Nanaimo Community Action Team

The importance of peer involvement.

CAT AT-A-GLANCE
Formed in:  2015
Communities served:  

Name of Town: Nanaimo,  

Unique features:

Innovative community-led projects through grant giving, and a medical outreach van. Community collaboration is the key.

A Q&A with Tanis Dagert of the Nanaimo CAT.

“Involve peers as soon as you can. It’s not easy work, but they are the ones who are connecting to people who use drugs in the community, and these are the people we’re trying to connect to and save,” – Tanis Dagert, CAT Facilitator

Members of the Community Action Initiative team sat down with Tanis Dagert, CAT facilitator to discuss the evolution, learnings, and proud moments experienced while working with the Nanaimo CAT. Here’s what she had to say.
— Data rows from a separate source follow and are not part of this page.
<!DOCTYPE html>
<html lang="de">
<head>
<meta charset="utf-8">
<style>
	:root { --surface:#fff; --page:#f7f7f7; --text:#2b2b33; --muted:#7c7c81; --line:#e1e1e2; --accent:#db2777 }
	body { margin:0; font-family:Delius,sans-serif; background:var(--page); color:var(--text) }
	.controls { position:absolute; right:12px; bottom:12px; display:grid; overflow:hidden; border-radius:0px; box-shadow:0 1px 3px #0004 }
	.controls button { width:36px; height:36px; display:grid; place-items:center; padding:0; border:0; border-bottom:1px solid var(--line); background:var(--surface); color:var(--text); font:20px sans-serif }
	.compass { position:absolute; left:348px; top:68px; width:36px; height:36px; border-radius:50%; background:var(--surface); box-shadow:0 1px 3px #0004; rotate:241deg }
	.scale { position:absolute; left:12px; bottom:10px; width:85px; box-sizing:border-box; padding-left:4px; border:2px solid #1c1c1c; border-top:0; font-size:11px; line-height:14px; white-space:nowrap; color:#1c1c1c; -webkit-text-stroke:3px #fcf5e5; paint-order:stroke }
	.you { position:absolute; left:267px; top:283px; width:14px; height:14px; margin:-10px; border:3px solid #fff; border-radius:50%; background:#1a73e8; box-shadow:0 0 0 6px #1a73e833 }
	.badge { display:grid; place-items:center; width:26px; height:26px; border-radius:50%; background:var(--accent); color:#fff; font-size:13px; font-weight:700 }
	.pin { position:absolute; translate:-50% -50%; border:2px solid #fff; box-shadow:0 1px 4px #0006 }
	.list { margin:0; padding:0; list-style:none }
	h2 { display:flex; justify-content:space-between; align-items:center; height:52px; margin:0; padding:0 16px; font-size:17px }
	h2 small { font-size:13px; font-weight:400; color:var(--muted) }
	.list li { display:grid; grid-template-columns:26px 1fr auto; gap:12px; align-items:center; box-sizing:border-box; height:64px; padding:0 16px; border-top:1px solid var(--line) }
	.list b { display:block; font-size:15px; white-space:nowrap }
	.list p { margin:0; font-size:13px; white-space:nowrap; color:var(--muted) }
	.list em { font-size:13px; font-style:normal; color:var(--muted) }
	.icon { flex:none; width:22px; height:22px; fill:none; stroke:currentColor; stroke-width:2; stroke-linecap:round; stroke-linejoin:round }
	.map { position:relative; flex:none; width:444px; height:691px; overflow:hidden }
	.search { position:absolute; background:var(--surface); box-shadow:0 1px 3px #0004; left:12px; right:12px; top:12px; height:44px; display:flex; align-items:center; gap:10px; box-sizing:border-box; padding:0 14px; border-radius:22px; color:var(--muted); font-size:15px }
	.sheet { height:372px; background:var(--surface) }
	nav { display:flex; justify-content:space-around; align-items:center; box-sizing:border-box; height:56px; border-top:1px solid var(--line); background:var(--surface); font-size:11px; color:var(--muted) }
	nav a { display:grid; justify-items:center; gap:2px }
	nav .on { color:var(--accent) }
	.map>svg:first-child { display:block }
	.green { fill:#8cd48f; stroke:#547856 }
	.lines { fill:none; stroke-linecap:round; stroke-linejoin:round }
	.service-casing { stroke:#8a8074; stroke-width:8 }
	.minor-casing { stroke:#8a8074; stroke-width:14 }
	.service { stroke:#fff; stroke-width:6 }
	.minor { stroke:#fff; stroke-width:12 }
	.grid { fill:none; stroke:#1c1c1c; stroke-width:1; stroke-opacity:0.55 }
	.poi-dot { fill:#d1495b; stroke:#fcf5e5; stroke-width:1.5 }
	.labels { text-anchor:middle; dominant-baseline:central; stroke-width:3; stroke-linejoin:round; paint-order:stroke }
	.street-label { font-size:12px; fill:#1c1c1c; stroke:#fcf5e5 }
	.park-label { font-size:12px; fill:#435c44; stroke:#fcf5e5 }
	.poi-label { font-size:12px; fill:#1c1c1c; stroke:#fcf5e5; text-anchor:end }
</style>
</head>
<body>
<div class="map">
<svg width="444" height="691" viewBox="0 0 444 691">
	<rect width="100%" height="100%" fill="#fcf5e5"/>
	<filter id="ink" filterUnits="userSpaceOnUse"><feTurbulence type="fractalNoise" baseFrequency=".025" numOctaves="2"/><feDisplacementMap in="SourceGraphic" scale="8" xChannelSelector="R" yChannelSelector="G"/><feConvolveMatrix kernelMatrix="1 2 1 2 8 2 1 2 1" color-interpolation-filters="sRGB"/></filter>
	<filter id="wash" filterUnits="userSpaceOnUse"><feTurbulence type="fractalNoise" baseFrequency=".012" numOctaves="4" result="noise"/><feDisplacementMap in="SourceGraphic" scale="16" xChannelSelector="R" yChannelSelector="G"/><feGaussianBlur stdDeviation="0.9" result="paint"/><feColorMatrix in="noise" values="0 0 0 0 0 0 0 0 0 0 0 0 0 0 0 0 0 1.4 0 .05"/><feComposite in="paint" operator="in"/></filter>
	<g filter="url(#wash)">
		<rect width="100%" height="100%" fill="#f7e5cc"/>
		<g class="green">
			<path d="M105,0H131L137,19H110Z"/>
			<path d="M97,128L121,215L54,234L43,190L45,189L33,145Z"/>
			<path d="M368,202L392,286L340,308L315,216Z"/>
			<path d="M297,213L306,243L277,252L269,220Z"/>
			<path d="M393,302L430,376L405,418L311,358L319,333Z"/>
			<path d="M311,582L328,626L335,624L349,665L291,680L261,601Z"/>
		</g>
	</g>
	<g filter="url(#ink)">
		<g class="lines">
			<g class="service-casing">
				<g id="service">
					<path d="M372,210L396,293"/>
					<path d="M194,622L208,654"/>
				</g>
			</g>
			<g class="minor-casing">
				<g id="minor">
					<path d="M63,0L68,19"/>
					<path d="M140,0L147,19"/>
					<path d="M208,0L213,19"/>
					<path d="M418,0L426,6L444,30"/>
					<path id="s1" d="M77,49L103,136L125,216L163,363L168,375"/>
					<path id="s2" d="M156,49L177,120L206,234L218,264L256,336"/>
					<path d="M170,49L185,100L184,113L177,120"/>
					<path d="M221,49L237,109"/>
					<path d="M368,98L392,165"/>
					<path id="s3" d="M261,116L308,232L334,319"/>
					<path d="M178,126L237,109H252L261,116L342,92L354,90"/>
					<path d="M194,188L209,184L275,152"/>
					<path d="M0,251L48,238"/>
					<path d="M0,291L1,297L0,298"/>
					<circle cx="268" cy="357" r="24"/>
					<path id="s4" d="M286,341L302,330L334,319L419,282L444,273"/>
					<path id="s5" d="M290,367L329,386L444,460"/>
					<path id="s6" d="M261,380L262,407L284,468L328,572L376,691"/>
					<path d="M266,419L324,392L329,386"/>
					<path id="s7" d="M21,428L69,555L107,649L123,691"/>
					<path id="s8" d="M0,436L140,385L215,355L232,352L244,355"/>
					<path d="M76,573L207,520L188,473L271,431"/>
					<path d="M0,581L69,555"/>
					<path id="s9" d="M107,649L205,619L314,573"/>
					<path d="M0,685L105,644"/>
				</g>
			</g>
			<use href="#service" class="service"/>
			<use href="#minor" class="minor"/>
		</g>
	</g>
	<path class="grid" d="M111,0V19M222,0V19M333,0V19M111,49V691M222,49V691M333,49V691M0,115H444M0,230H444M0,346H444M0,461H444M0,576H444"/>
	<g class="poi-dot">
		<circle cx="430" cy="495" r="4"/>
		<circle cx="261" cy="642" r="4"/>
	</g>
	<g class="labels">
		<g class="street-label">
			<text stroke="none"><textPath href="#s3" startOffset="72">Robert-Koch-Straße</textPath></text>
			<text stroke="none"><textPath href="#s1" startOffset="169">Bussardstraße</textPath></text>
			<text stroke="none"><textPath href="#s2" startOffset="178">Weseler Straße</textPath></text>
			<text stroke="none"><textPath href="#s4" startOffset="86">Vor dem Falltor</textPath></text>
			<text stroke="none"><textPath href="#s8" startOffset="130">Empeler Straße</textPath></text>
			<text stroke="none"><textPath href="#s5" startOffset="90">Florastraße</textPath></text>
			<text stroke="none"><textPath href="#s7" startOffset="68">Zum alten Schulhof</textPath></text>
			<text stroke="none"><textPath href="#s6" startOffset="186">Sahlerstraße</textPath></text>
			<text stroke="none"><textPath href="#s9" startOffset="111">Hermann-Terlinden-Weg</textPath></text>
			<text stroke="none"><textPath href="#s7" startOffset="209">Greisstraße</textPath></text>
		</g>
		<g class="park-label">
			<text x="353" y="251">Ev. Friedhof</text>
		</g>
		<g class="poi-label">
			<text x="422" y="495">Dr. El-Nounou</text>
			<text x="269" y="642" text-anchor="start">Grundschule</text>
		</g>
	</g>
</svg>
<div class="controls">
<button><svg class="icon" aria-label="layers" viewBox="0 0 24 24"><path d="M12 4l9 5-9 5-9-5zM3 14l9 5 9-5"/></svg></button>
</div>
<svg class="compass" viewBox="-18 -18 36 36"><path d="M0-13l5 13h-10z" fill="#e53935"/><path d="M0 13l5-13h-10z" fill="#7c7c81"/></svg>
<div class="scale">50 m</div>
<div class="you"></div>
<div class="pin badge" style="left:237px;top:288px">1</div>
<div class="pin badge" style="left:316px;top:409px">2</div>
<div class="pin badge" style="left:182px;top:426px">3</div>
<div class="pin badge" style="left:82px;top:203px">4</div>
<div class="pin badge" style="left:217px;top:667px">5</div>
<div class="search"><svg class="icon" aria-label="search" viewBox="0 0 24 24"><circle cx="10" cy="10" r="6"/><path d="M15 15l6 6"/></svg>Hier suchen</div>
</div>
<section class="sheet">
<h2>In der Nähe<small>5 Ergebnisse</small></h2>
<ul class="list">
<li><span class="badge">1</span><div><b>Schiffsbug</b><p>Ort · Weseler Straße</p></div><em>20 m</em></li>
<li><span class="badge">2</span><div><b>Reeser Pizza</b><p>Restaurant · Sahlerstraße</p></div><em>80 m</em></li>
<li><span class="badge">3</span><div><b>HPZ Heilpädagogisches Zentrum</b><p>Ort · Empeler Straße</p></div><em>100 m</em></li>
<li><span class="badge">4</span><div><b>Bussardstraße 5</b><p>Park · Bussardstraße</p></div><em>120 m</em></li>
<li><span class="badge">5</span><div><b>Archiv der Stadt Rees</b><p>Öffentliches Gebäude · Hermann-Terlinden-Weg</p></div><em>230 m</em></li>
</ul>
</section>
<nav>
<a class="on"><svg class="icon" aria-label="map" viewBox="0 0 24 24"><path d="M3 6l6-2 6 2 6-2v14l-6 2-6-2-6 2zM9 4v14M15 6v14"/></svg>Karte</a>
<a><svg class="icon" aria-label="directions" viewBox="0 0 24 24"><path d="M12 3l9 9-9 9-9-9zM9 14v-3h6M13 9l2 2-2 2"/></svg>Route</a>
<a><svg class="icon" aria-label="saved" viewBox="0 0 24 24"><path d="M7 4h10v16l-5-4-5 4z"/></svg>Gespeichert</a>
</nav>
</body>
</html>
CAI: How did the Nanaimo CAT initially form?
Tanis Dagert (TD): It all started with a really strong social planner at the City of Nanaimo who was a champion for overdose prevention. In 2015, we formed a working group developed by the Medical Health Officer. The initial group included RCMP, bylaw officers, and people in the health sector. The City of Nanaimo wrote the application to receive the CAI grant funds, and the working group became the CAT. That initial working group informed the whole provincial response to overdose, and in many ways, spearheaded what CATs across the province would become.
CAI: How are people with lived and living experience with substance use involved in your CAT?
TD: The CAT budget provided some funding for facilitation but also some funding for SOLID, which is a non-profit organization that provides peer-based health education and support services to reduce the harms associated with drug use. Funding awarded to SOLID supported them to develop a new peer-led group in Nanaimo called New Leaf Outreach. That group received funds for peer-led harm reduction work in the community and developed into a non-profit. While New Leaf Outreach no-longer operates, many of the peers who were involved have continued the work in several subgroups. For example, one of the peers is now spearheading the Nanaimo chapter of the BC/Yukon Association of Drug War Survivors, while others have started peer groups, or peer outreach services. It continues to evolve with similar players, and the Nanaimo CAT continues to support these peers with funding to operate.
    We supported a peer-led group to start up a meal bag program, and they have totally blossomed. They are opening up a soup-kitchen, and working with city planners to set it up. It’s been pretty incredible, what a little bit of money can do.
    Our work and engagement with PWLLE has evolved from peers doing a lot of the street outreach and harm reduction tasks. Peers are now looking toward other opportunities like communications, supporting other peers, and advocating. Some of the peers are working with a medical van.
CAI: Can you tell us more about the medical van project?
TD: Members of our CAT formed a working group that included peers and a physician from the Nanaimo division of family practice. Together, they spearheaded this initiative, and were successful in getting funds for the van. The peers inform the peer-oriented part of the service. The medical van is staffed with doctors, nurses, and peers, and goes out into the community four days a week and provides primary care in places where it’s most needed – like the community showers, shelters, and parking lots in town. It’s totally great, and it’s looking like it will evolve into what they call a primary care network, where all community-based primary healthcare providers collaboratively provide patient-centred, team-based, and culturally-safe care.
CAI: Can you share a time you’ve been proud to be a part of this CAT?
TD: I am proud of how we have adapted and changed our projects during the COVID-19 pandemic. We hit the ground running with a meal bag program, harm reduction services, street youth outreach. In some ways, we created social disruption in the community. Everyone else went into their houses and shut their doors and the homeless were left with nothing and no place to isolate or charge their phones or access public restrooms. People who were homeless were left out of the COVID-19 response. Because of our CAT funding, we were able to provide some services to that population, and that’s what I’m most proud of: being able to respond, creating some social disruption, and now everyone is wanting to do outreach. Outreach is the way to bring the services to the people, instead of making the people come to the services.
CAI: What is one piece of advice you’d like to share to a newly forming CAT?
TD: Involve peers as soon as you can. It’s not easy work, but they are the ones who are connecting to people who use drugs in the community, and these are the people we’re trying to connect to and save.